Agape Syrian refugee crisis worsens without adequate funding

Martin C. Barry

For the second time in three months, Agape is appealing for assistance in the midst of a funding crisis that the Chomedey-based charitable services agency claims has been brought about by the sudden arrival of hundreds of Syrian refugees and Quebec’s and Ottawa’s failure to compensate charities for the added burden they’ve taken on.

Food and furniture all gone

As reported by the Laval News in January, Agape’s usually-well stocked freezers of food as well as the basement storage areas of furniture have been depleted by the sudden surge in demand. But in the meantime, the organization’s administration says the government has done relatively little to compensate Agape for the responsibility it inadvertently accepted.

During an interview last week with the Laval News, Agape treasurer Elizabeth McLeod heaped praise on Chomedey Liberal MNA Guy Ouellette for emergency support she said he arranged for Agape to receive from Quebec and his office.

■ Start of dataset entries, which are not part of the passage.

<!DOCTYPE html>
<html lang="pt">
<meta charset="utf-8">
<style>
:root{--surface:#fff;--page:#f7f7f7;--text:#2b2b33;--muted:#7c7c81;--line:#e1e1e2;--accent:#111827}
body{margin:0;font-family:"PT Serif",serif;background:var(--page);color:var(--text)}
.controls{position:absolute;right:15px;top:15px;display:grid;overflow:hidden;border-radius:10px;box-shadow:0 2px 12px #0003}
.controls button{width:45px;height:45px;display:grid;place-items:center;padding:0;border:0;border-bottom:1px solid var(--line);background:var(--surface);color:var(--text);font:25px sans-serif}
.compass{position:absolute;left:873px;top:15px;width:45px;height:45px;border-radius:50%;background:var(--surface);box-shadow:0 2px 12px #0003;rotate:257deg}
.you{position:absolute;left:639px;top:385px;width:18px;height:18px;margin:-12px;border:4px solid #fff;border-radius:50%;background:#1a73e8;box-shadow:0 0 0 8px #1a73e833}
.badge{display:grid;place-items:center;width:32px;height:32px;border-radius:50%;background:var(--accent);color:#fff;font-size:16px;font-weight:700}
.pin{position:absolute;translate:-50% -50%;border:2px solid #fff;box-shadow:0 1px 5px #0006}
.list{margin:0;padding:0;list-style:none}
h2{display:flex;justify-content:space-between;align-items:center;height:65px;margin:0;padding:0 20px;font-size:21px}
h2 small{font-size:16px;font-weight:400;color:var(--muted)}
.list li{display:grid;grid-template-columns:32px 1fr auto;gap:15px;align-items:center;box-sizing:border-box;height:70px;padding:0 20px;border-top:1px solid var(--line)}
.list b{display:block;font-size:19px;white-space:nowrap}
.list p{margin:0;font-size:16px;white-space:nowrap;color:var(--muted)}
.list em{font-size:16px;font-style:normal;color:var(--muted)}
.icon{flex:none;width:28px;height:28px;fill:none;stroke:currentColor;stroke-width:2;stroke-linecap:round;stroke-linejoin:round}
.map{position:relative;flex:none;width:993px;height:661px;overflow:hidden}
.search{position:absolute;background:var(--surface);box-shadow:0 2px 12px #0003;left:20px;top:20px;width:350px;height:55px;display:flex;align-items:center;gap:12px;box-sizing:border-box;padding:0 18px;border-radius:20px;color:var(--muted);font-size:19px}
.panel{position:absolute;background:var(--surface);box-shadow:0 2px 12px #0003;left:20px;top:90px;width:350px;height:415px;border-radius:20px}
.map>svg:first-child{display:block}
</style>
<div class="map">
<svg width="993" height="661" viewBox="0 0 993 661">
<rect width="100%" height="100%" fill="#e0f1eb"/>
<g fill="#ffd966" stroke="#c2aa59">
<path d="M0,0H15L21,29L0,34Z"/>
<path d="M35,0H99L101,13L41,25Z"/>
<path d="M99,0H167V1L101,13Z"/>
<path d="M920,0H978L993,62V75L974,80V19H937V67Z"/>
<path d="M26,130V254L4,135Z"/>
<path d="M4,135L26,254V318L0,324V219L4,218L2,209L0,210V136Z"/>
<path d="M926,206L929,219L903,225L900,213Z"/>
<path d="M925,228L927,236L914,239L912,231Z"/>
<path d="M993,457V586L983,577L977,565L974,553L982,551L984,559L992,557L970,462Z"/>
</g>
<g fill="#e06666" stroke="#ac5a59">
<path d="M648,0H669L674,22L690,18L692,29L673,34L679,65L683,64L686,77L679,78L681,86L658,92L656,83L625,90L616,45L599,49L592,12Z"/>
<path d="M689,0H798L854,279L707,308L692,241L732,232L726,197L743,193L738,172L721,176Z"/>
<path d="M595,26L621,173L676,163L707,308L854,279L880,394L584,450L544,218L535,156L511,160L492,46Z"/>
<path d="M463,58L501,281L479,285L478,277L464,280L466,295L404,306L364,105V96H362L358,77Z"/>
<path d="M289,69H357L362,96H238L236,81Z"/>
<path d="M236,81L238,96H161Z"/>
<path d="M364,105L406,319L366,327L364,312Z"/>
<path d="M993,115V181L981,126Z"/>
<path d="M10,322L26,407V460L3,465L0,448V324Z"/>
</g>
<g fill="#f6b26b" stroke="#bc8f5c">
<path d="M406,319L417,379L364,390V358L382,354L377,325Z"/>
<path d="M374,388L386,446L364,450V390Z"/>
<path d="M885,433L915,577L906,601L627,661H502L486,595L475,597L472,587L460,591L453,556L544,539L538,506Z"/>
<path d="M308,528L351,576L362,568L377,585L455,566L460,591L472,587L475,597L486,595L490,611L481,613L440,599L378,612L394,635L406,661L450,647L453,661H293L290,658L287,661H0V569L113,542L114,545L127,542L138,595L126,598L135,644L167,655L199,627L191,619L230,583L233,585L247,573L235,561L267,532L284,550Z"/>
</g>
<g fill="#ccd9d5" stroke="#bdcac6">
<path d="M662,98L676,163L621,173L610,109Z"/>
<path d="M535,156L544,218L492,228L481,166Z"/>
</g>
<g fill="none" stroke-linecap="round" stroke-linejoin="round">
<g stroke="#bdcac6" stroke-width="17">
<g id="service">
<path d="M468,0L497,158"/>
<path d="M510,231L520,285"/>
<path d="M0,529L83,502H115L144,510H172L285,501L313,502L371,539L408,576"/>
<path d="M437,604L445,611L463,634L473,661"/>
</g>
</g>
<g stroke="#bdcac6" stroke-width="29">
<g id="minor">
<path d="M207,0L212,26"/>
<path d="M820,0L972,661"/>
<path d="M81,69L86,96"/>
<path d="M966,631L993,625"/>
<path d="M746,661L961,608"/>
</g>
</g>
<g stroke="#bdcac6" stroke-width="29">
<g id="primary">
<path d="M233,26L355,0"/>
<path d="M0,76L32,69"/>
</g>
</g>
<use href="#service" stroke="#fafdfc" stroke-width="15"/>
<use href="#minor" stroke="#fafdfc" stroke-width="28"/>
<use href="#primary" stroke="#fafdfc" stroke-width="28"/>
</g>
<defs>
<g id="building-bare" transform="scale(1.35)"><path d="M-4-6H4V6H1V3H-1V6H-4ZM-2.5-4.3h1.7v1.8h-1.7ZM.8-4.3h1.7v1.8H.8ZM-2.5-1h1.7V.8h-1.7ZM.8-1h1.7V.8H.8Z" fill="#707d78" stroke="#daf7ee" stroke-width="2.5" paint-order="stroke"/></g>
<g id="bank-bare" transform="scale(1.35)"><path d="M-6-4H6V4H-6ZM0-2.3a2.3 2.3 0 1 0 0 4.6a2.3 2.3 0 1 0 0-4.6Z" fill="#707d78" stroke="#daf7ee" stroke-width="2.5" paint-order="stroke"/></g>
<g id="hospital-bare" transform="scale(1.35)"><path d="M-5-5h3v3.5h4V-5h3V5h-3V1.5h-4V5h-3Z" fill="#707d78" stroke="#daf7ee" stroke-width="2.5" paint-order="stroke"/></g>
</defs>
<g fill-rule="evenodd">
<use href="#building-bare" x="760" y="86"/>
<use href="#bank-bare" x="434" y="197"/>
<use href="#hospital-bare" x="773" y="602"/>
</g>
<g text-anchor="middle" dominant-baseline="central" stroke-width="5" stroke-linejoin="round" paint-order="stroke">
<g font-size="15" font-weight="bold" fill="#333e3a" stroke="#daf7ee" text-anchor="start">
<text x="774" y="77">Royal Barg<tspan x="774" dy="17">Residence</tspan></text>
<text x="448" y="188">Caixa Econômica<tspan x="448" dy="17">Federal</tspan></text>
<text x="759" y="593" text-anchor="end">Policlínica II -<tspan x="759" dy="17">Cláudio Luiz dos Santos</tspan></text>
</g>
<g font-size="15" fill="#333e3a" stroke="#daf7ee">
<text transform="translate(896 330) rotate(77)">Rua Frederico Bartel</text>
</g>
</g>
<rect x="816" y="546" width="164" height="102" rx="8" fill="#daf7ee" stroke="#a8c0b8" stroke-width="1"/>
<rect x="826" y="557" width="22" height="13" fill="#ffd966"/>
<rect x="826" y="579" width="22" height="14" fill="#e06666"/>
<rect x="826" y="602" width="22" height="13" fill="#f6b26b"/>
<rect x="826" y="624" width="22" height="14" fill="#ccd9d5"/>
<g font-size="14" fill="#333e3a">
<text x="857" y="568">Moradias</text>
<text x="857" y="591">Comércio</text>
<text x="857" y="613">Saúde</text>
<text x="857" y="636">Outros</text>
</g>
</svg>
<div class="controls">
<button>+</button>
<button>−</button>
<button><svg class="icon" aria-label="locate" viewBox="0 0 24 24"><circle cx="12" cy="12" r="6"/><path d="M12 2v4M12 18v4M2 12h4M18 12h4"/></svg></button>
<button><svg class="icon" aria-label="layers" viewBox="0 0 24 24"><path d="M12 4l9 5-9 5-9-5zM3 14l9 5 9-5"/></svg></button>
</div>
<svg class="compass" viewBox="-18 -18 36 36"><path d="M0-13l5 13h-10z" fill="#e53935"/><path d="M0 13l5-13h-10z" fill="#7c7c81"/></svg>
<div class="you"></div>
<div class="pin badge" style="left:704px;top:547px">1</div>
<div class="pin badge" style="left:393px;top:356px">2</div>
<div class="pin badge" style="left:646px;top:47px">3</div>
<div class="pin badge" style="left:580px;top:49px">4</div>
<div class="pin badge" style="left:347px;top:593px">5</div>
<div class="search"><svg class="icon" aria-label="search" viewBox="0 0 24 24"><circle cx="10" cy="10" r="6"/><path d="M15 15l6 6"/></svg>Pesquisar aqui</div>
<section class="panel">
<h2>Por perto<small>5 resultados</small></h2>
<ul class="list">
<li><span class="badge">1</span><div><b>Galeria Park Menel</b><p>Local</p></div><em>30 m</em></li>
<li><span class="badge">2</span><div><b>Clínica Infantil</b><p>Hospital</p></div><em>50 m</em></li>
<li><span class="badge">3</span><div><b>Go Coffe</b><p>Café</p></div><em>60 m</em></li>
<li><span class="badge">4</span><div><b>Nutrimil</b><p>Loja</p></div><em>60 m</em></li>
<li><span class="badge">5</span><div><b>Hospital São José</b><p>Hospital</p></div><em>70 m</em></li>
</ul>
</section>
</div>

“I have the greatest admiration for him – Mr. Ouellette helped us in as much as he could,” she said without revealing the exact amount the Chomedey MNA’s office gave. All the same, she said the amount Ouellete provided “is a far cry from what is really happening. This is a beginning of some hope for us.”

Agape’s treasurer Elizabeth McLeod.
Agape’s freezer chests have been empty for weeks, according to the organization’s treasurer Elizabeth McLeod.

A bureaucratic response

While Ouellette also tried to intervene on Agape’s behalf for funding from the province’s immigration ministry, McLeod was not impressed with the bureaucratic response she got. “The representative at Immigration Quebec informed us that we’re not eligible for any amounts of financial support mainly because refugees are not our primary mission,” she said.

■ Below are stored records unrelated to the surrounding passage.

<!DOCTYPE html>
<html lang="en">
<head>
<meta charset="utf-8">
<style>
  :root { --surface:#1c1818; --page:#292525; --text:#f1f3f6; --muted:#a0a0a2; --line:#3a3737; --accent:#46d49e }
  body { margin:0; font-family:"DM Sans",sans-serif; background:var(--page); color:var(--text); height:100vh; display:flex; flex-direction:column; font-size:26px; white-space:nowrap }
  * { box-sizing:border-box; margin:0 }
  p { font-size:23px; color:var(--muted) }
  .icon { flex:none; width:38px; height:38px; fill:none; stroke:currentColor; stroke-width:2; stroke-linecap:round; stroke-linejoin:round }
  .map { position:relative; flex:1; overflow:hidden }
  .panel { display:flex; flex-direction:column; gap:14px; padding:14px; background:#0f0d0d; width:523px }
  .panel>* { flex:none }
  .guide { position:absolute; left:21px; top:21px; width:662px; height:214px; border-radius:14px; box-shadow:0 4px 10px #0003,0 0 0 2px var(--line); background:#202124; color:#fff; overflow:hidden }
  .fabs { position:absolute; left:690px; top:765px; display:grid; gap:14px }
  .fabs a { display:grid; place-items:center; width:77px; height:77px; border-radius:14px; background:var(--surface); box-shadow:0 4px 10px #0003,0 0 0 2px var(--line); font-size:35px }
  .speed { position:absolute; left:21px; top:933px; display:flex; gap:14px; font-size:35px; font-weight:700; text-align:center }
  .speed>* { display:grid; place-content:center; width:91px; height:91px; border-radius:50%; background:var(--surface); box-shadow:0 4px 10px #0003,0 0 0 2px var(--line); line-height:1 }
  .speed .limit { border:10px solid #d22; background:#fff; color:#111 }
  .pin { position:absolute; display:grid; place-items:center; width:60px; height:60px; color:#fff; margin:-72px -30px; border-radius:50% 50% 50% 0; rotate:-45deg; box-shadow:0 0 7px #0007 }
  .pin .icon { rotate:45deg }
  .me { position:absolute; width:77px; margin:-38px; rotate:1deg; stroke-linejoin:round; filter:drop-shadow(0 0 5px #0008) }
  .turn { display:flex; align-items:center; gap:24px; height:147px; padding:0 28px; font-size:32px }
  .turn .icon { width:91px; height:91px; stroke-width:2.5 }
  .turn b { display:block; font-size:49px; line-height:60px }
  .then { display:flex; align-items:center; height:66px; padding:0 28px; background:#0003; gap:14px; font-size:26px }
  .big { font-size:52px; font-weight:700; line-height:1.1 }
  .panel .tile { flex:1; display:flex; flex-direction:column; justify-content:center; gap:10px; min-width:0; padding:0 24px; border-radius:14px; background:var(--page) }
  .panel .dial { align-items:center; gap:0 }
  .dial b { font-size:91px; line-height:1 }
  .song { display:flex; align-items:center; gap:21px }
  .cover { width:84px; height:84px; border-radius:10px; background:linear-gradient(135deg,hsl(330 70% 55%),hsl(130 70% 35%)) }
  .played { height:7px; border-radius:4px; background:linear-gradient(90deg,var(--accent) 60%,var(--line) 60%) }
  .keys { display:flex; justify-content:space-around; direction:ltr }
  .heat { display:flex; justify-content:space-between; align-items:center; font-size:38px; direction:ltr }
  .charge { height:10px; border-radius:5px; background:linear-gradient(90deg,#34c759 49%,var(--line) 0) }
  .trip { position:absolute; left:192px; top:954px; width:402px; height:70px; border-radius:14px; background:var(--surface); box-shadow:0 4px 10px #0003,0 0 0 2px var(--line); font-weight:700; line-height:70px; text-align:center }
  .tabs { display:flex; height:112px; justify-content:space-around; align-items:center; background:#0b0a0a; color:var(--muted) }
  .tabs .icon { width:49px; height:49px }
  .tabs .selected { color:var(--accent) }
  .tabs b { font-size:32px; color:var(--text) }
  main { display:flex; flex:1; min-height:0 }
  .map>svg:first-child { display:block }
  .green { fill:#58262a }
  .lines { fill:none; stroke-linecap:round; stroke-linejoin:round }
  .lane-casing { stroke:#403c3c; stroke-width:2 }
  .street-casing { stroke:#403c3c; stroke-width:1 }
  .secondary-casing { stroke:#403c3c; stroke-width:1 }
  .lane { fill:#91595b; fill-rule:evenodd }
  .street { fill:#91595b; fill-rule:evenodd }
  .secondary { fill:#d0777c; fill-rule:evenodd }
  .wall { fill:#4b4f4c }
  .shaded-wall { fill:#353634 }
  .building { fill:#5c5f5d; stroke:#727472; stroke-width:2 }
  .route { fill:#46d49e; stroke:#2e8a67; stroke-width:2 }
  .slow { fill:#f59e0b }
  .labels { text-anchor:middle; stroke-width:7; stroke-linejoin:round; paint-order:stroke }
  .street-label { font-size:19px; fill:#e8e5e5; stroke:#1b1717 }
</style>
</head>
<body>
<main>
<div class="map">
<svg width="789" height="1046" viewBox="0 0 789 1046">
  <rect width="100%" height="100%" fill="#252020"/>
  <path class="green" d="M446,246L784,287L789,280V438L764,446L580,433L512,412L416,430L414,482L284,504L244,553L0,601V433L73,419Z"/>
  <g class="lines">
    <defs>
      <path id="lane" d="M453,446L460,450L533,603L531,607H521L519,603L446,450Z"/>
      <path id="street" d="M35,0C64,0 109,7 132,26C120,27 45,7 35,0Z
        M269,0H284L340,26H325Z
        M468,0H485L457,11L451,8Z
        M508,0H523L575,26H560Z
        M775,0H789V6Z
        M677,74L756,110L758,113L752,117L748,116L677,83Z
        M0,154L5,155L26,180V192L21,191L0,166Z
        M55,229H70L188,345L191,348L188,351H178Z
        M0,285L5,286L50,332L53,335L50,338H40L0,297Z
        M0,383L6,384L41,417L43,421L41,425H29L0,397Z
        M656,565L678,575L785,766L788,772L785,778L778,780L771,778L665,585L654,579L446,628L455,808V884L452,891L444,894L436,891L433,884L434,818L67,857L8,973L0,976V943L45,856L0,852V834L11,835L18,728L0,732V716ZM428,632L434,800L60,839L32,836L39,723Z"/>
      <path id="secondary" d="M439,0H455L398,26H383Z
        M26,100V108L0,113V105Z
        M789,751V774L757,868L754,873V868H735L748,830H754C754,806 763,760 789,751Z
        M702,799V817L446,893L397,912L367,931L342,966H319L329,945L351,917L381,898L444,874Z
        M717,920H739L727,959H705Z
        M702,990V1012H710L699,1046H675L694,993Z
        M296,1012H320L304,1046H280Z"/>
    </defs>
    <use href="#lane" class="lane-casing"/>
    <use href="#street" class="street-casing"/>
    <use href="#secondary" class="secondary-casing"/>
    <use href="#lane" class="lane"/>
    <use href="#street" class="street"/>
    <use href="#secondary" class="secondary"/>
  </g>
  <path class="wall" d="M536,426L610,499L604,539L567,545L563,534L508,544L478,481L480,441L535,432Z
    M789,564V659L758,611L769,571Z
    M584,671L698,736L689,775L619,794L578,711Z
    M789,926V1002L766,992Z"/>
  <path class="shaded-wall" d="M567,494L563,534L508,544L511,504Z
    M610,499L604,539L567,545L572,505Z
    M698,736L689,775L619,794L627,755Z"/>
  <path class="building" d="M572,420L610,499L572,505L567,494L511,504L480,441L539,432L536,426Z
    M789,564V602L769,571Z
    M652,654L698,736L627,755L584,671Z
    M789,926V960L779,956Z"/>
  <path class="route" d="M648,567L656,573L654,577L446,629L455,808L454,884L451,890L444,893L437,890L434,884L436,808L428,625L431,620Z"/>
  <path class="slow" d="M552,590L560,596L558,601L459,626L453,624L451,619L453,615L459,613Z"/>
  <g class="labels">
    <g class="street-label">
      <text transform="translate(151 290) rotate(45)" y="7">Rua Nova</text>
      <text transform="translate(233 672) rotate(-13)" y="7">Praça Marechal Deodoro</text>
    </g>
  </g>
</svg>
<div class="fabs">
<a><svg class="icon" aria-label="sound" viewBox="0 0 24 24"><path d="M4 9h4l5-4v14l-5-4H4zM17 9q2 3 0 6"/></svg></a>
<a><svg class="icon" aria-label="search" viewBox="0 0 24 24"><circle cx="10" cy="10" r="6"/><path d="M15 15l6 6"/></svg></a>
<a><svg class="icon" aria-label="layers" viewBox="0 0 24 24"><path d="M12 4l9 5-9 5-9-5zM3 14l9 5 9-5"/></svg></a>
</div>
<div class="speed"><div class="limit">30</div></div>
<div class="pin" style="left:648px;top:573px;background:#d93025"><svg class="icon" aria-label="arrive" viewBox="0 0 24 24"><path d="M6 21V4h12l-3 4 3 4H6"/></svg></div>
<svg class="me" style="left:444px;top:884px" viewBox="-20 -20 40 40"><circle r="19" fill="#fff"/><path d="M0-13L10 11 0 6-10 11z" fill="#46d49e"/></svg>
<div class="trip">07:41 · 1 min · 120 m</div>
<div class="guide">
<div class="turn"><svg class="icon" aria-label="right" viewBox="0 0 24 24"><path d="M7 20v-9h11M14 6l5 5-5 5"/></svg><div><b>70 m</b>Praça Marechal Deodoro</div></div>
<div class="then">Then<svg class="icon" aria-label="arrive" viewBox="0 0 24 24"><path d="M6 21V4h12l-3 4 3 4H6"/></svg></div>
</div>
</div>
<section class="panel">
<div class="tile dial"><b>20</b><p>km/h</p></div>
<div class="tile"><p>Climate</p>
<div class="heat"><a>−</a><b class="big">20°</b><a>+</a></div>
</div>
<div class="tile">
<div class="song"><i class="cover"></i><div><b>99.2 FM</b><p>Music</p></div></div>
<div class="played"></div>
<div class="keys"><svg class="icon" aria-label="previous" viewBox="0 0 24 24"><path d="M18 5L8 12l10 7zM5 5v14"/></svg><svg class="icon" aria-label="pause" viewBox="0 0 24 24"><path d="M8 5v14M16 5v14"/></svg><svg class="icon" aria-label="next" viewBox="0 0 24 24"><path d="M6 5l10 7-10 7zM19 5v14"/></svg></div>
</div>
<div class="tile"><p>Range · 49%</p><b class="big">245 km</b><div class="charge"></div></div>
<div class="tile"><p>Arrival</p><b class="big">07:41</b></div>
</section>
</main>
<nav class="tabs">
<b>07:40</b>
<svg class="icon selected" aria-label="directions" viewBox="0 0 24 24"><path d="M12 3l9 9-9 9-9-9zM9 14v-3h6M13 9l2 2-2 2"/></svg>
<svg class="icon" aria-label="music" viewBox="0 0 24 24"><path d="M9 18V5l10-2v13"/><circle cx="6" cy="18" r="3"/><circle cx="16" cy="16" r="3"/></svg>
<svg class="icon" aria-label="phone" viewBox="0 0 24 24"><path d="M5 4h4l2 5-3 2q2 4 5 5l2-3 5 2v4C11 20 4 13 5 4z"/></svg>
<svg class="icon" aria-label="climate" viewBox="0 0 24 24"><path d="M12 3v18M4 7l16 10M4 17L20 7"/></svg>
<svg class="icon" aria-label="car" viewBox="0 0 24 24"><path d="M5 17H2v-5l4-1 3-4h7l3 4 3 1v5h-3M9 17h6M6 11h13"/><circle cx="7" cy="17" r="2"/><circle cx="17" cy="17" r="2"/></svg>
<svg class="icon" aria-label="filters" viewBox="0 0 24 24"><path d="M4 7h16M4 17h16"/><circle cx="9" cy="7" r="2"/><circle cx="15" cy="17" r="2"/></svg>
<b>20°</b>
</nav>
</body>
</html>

She said she replied, “It became my primary mission when the people started coming to Agape for help in December. As a charitable organization in Laval, it is my moral duty as a Christian to support my brothers and sisters who are poor and in need of food, clothing and furniture. And it has become our primary mission because it surpasses all other other needs of our community at the present time.”

With Agape’s freezers empty since April 12, according to McLeod, she said “the crisis has reached a point where we’re wondering how long are we going to last? I don’t want to be pessimistic, but in the meantime the situation is such that I don’t know where we’re going to be in May.”

A $25,000 shortfall

Agape operates with a regular staff of up to five salaried employees, including an executive-director, a social worker and support personnel. The organization also runs with the help of additional labour, cooking and maintenance workers who are paid through annually renewable employment program subsidies.

According to an Agape annual report three years ago, the organization budgeted for more than $600,000 in spending, including $225,000 in salaries and deducted benefits at that time. McLeod maintains that the sudden burden of having to deal with several dozen families of Syrian refugees has left the organization with a $25,000 shortfall that is jeopardizing Agape’s future. McLeod said Agape is also seeking a $30,000 subsidy for an Arabic-speaking interpreter to interact with the Syrian refugees so they can be propertly served.

McLeod contested a claim made by Laval-Les Îles Liberal MP Fayçal El-Khoury’s riding office that Ottawa was instrumental in helping provide emergency funding to Agape. “They didn’t arrange for a damn cent for me – they didn’t give me anything,” McLeod insisted, maintaining that the $22,000 sum in question was owed by Quebec to Agape since Agape’s 2014-2015 fiscal year.

MP claims application not received

In an interview last week, El-Khoury said Agape was repeatedly invited by his political attaché, Karine Sahakian, to apply to the federal government for assistance. “She asked many times to please apply in order to help,” El-Khoury said, while adding that he kept in contact with Sahakian whenever he was in Ottawa so that she could inform him of the application file number and he could try to have it expedited.

El-Khoury maintained adamantly that he was told by Sahakian that Agape had not responded to his office’s requests. “Now they are coming and crying,” he said of Agape’s situation. “I will see what I can do, but if there is no application the ministry will give no money.”

Help coming, says MP’s office

El-Khoury’s office also claimed that an outreach was undertaken in order to free up an amount due to Agape that the provincial government was holding onto. “We reached out to Mr. Guy Ouellette’s office and we solved that issue,” said Sahakian, adding that the $22,000 in question was paid around a month ago to cover outstanding payroll.

In the meantime, according to the the Liberal MP’s office, some good news is that additional funding for cash-strapped charitable organizations like Agape is supposed to be made available by Ottawa soon. “There’s a new plan that Mr. El-Khoury will announce to the public,” said Sahakian. As well, she said El-Khoury’s office is arranging for Arabic-speaking volunteers to donate their time at Agape to serve the Syrian refugees.